#  Recommender Systems 


Recommendation Systems usually rely on larger data sets and specifically need to be organized in a particular fashion. Because of this, we won't have a project to go along with this topic, instead we will have a more intensive walkthrough process on creating a recommendation system with Python with the same Movie Lens Data Set.


## Methods Used

Two most common types of recommender systems are **Content-Based** and **Collaborative Filtering (CF)**. 

* Collaborative filtering produces recommendations based on the knowledge of users’ attitude to items, that is it uses the "wisdom of the crowd" to recommend items. 
* Content-based recommender systems focus on the attributes of the items and give us recommendations based on the similarity between them.

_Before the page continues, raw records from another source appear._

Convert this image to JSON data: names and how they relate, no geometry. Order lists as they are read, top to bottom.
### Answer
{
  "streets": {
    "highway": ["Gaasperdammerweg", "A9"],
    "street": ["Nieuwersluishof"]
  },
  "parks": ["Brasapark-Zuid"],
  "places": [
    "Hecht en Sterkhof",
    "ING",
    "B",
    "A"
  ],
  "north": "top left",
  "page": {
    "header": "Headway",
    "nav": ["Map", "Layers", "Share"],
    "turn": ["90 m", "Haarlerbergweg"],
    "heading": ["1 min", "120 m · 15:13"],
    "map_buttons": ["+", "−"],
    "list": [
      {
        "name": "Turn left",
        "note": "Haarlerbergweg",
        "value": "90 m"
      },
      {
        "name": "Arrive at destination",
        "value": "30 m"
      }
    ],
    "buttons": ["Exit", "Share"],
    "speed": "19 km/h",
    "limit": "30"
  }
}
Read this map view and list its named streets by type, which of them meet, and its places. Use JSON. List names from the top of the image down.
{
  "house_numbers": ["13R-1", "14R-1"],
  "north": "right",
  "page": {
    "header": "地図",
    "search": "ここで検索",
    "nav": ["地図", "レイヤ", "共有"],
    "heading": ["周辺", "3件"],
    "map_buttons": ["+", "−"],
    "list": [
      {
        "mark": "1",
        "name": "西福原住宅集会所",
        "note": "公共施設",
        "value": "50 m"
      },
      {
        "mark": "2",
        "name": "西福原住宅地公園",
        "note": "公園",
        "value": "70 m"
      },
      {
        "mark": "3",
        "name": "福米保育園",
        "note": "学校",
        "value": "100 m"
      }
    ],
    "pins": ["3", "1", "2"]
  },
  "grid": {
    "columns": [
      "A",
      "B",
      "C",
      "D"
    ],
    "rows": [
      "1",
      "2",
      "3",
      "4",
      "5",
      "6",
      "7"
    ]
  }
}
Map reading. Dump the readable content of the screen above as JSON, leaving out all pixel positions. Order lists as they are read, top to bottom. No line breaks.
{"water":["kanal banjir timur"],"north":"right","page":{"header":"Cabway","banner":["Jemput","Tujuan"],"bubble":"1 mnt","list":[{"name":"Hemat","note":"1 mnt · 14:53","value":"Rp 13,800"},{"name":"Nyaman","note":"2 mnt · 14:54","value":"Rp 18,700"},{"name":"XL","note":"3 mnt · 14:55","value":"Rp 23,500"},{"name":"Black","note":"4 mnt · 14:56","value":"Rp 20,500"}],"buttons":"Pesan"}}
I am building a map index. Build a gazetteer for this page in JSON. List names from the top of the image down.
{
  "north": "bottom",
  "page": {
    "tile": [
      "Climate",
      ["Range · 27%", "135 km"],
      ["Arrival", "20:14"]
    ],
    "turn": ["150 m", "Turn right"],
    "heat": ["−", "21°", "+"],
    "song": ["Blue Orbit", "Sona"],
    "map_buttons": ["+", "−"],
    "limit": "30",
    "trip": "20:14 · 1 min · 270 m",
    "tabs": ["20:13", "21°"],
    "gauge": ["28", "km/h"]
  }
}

## Collaborative Filtering

In general, Collaborative filtering (CF) is more commonly used than content-based systems because it usually gives better results and is relatively easy to understand (from an overall implementation perspective). The algorithm has the ability to do feature learning on its own, which means that it can start to learn for itself what features to use. 

CF can be divided into **Memory-Based Collaborative Filtering** and **Model-Based Collaborative filtering**. 

 

## The Data

We will use famous MovieLens dataset, which is one of the most common datasets used when implementing and testing recommender engines. It contains 100k movie ratings from 943 users and a selection of 1682 movies.




In [None]:
import numpy as np
import pandas as pd

We can then read in the **u.data** file, which contains the full dataset. WE can read a brief description of the dataset [here](http://files.grouplens.org/datasets/movielens/ml-100k-README.txt).

Note how we specify the separator argument for a Tab separated file.

In [None]:
column_names = ['user_id', 'item_id', 'rating', 'timestamp']
df = pd.read_csv('u.data', sep='\t', names=column_names)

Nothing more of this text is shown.